Cependant, à la fin des années 1960, la conception de la Coccinelle (moteur à l’arrière refroidi par air, propulsion) montre ses limites. L’entreprise voit son salut dans le rachat de ses concurrents Auto Union et NSU, fusionnés dans la marque Audi, qui lui apportent leurs compétences dans la conception de véhicules à traction avant. Volkswagen devient alors un véritable groupe et la Golf (moteur à l’avant refroidi par eau, traction), lancée en 1974, le symbole de sa renaissance.

Direct Auto.

Au cours des années 1980 et 1990, le groupe Volkswagen connaît une très forte expansion par croissance externe, avec le rachat de l’Espagnol Seat en 1988, du Tchèque Škoda en 1991, puis de l’Anglais Bentley et de l’Italien Lamborghini en 1998, sans oublier les camions MAN et Scania, les motos Ducati ou les hypercars Bugatti. Sa part du marché européen passe de 12 % en 1980 à 25 % en 2020. En 2017, le groupe détrône pour la première fois Toyota comme premier constructeur automobile mondial.
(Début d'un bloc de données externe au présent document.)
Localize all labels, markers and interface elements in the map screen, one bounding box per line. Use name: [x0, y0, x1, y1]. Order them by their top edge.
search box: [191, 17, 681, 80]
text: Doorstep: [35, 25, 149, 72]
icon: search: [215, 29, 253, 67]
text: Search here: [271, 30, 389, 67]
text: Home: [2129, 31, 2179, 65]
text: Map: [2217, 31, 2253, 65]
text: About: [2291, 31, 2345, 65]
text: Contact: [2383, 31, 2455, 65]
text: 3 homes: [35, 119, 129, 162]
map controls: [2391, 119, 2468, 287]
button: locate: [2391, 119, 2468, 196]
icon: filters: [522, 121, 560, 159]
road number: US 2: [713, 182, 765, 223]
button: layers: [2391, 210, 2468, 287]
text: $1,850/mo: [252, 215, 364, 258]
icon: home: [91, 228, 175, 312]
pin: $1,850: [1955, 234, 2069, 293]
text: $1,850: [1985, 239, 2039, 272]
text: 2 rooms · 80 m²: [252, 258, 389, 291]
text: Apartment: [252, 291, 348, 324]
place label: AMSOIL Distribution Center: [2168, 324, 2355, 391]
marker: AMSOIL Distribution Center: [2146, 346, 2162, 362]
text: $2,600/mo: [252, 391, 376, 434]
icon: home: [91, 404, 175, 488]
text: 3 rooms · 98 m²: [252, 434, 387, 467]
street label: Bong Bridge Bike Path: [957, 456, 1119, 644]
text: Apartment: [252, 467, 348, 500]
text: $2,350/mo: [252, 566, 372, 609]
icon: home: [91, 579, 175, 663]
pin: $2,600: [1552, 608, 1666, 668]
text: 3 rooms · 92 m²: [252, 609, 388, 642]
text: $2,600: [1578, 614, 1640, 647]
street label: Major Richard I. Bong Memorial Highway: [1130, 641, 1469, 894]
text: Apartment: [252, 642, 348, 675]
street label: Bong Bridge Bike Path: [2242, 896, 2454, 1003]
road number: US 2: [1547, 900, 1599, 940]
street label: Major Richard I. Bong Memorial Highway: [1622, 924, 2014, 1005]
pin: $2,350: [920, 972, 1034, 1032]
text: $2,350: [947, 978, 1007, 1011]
Volkswagen est alors au faîte de sa gloire, son slogan – quelque peu arrogant – est « Das Auto » (« La voiture »), mais sa chute va être retentissante.

L’affaire du dieselgate

Le grain de sable dans cette belle mécanique industrielle va venir des États-Unis. En 2015, la modeste Agence américaine de protection de l’environnement révèle que le moteur diesel Volkswagen TDI type EA 189 émet jusqu’à 22 fois plus d’oxyde d’azote (NOx) que la norme en vigueur. Volkswagen reconnaît alors avoir équipé depuis 2009 ses véhicules d’un logiciel « truqueur » capable de repérer les phases de test, et de réduire les émissions de NOx uniquement lors de ces phases. En revanche, en temps normal, le logiciel est inopérant et les véhicules sont donc beaucoup plus polluants qu’annoncé, ce qui constitue une fraude vis-à-vis des autorités et une tromperie vis-à-vis des clients. Problème, le moteur type EA 189 a alors été écoulé sur plus de 11 millions de véhicules du groupe, répartis en 32 modèles.

Le scandale est retentissant. Alors que les actions en justice se multiplient aux États-Unis, mais aussi en Europe, le cours de l’action du groupe Volkswagen chute de 40 % à la Bourse de Francfort. Le président du directoire du groupe est contraint de démissionner. En 2024, alors que tous les jugements n’ont pas encore été rendus, on estime que cette affaire a déjà coûté plus de 32 milliards d’euros à Volkswagen.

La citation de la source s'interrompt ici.